--- TASK TO COMPLETE ---
Where in the data below does the word "structured" appear? Copy every line that has it.

(Items from a data source)
◇ ◇ ◇ ◇
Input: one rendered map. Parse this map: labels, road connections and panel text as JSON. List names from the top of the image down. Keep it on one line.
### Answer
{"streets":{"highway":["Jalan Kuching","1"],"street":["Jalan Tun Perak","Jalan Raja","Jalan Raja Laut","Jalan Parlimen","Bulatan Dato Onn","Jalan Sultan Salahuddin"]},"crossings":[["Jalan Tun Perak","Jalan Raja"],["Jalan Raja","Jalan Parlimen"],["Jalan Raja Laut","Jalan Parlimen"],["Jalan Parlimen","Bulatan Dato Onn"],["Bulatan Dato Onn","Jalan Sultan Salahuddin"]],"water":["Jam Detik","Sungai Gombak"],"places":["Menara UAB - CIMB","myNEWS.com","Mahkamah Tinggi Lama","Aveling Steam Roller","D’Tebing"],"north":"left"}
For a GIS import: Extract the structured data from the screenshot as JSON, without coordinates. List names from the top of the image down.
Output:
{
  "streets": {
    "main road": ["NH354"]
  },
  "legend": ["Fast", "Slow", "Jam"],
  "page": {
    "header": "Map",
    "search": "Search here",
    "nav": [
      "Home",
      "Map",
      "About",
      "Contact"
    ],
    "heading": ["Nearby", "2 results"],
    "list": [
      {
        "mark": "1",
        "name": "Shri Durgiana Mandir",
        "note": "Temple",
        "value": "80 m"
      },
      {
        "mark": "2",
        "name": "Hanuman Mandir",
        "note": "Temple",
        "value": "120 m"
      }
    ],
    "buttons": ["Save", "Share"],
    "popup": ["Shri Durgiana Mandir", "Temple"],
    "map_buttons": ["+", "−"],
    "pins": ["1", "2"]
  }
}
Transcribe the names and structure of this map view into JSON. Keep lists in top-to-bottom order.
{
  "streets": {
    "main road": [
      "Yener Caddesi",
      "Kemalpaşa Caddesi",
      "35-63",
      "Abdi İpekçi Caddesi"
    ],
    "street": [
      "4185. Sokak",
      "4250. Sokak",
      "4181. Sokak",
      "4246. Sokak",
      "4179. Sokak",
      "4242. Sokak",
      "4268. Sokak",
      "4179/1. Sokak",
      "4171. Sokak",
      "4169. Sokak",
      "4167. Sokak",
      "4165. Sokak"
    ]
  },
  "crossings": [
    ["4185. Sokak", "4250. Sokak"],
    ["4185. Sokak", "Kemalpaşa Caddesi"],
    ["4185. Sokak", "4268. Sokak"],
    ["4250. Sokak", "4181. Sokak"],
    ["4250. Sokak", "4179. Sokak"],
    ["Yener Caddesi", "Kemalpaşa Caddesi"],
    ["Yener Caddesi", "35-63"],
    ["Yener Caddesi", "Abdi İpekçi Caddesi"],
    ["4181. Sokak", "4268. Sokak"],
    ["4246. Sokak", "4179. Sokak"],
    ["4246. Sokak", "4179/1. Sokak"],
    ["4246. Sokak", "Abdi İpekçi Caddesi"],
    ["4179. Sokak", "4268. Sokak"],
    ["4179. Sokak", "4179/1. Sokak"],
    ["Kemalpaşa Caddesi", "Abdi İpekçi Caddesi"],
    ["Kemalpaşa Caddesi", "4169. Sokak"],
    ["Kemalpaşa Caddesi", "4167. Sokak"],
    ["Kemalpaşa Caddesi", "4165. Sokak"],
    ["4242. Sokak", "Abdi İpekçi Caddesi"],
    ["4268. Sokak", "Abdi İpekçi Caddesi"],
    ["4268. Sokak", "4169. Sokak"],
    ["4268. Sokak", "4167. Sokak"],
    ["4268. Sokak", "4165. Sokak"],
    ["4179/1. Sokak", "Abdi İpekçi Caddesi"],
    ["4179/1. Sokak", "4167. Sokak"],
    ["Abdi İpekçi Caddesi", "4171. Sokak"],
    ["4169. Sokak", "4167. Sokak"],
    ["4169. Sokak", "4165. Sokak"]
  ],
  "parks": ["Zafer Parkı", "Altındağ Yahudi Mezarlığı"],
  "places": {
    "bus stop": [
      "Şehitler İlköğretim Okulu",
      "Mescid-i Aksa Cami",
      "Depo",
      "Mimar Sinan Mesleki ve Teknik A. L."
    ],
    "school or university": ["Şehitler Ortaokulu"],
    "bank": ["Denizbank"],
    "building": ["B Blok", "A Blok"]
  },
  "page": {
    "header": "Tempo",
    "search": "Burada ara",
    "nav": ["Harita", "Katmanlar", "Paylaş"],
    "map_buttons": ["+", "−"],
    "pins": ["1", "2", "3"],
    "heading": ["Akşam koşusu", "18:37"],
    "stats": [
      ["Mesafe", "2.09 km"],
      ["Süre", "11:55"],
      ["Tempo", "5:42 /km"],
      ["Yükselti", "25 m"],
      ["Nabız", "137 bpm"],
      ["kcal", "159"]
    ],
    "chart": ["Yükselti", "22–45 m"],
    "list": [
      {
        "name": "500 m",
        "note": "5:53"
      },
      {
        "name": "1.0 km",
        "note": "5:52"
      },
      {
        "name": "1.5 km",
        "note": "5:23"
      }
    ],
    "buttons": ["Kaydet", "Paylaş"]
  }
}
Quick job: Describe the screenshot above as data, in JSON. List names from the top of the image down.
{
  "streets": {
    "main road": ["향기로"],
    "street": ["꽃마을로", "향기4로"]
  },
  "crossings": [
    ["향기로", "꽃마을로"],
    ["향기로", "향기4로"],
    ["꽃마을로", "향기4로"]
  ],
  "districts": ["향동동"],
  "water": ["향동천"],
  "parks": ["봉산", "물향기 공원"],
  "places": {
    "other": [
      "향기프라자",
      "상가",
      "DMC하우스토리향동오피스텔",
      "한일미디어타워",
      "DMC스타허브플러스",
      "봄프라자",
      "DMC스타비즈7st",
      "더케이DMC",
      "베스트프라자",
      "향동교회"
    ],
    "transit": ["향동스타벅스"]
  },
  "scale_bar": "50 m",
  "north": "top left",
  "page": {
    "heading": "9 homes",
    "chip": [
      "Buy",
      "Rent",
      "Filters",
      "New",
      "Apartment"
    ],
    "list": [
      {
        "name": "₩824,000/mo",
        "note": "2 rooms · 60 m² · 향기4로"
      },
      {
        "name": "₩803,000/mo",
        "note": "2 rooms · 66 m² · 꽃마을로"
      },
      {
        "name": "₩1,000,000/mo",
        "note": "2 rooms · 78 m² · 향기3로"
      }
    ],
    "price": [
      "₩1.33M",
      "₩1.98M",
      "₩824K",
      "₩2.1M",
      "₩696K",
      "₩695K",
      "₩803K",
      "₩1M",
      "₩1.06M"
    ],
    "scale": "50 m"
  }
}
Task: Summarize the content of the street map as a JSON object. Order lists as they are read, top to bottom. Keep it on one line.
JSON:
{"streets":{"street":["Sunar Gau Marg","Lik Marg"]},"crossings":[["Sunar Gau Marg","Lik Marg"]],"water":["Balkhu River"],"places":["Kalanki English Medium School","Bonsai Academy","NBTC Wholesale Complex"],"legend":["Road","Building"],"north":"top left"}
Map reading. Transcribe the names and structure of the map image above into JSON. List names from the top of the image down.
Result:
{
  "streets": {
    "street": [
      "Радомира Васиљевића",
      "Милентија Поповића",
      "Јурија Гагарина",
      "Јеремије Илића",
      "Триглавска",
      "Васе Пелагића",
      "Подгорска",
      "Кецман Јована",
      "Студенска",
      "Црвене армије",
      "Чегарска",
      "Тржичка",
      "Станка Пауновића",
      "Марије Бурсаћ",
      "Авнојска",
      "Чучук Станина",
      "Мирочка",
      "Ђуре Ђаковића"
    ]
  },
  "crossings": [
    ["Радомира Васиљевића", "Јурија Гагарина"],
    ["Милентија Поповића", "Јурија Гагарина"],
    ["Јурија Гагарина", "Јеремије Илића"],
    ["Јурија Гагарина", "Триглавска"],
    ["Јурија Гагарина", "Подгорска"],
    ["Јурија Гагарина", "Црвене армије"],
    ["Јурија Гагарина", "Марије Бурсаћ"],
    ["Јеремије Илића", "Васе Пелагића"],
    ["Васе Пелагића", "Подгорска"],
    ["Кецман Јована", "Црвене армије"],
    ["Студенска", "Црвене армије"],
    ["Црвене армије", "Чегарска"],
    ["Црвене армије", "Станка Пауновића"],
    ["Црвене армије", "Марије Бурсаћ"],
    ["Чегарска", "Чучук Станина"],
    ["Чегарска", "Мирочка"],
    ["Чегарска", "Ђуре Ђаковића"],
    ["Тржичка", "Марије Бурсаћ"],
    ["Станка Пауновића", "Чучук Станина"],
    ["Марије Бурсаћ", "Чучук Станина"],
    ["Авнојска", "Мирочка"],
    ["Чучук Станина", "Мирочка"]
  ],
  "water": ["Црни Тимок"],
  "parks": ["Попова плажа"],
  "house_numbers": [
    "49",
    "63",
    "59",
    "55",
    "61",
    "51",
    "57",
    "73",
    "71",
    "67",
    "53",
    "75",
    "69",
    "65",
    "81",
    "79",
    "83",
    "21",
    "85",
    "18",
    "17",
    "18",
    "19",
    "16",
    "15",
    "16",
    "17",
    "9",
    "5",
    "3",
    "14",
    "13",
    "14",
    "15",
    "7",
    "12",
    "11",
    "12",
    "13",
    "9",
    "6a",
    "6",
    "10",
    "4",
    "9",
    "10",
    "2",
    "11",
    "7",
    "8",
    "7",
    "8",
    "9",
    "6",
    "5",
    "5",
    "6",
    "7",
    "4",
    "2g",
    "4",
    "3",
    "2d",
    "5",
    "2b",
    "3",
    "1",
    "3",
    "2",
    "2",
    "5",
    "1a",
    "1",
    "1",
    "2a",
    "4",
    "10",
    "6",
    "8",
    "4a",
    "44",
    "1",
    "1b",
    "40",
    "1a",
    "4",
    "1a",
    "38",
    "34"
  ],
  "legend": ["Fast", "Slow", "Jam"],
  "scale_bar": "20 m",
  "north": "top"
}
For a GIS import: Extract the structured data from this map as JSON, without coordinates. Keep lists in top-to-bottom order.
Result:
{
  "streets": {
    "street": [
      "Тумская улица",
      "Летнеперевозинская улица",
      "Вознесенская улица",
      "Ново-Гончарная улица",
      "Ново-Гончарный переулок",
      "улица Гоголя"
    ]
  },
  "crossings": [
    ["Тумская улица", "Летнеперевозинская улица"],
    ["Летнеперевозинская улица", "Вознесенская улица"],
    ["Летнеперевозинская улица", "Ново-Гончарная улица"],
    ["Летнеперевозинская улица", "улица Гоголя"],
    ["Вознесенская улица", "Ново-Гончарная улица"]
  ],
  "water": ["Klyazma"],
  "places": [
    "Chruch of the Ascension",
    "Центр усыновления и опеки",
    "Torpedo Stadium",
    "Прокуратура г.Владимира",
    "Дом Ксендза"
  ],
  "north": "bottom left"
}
◇ ◇ ◇ ◇
--- REPLY TO THE EXERCISE ---
For a GIS import: Extract the structured data from the screenshot as JSON, without coordinates. List names from the top of the image down.
For a GIS import: Extract the structured data from this map as JSON, without coordinates. Keep lists in top-to-bottom order.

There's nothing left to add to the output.